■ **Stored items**
────────────────────

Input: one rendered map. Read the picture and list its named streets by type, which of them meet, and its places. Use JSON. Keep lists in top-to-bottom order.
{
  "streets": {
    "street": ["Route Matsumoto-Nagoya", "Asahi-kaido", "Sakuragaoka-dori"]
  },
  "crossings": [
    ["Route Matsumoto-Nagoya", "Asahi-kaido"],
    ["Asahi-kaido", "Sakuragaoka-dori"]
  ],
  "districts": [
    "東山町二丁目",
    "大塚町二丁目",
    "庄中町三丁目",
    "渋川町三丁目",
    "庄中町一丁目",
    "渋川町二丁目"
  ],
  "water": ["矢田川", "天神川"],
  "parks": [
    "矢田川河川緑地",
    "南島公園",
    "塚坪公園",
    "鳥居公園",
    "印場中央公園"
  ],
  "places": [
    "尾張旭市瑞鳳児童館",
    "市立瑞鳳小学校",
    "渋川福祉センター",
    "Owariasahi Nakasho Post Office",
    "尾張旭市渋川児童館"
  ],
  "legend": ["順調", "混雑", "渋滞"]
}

────────────────────

■ **Exercise brief**
Every record, start to finish: reproduce it word for word.

■ **Solution**
Input: one rendered map. Read the picture and list its named streets by type, which of them meet, and its places. Use JSON. Keep lists in top-to-bottom order.
{
  "streets": {
    "street": ["Route Matsumoto-Nagoya", "Asahi-kaido", "Sakuragaoka-dori"]
  },
  "crossings": [
    ["Route Matsumoto-Nagoya", "Asahi-kaido"],
    ["Asahi-kaido", "Sakuragaoka-dori"]
  ],
  "districts": [
    "東山町二丁目",
    "大塚町二丁目",
    "庄中町三丁目",
    "渋川町三丁目",
    "庄中町一丁目",
    "渋川町二丁目"
  ],
  "water": ["矢田川", "天神川"],
  "parks": [
    "矢田川河川緑地",
    "南島公園",
    "塚坪公園",
    "鳥居公園",
    "印場中央公園"
  ],
  "places": [
    "尾張旭市瑞鳳児童館",
    "市立瑞鳳小学校",
    "渋川福祉センター",
    "Owariasahi Nakasho Post Office",
    "尾張旭市渋川児童館"
  ],
  "legend": ["順調", "混雑", "渋滞"]
}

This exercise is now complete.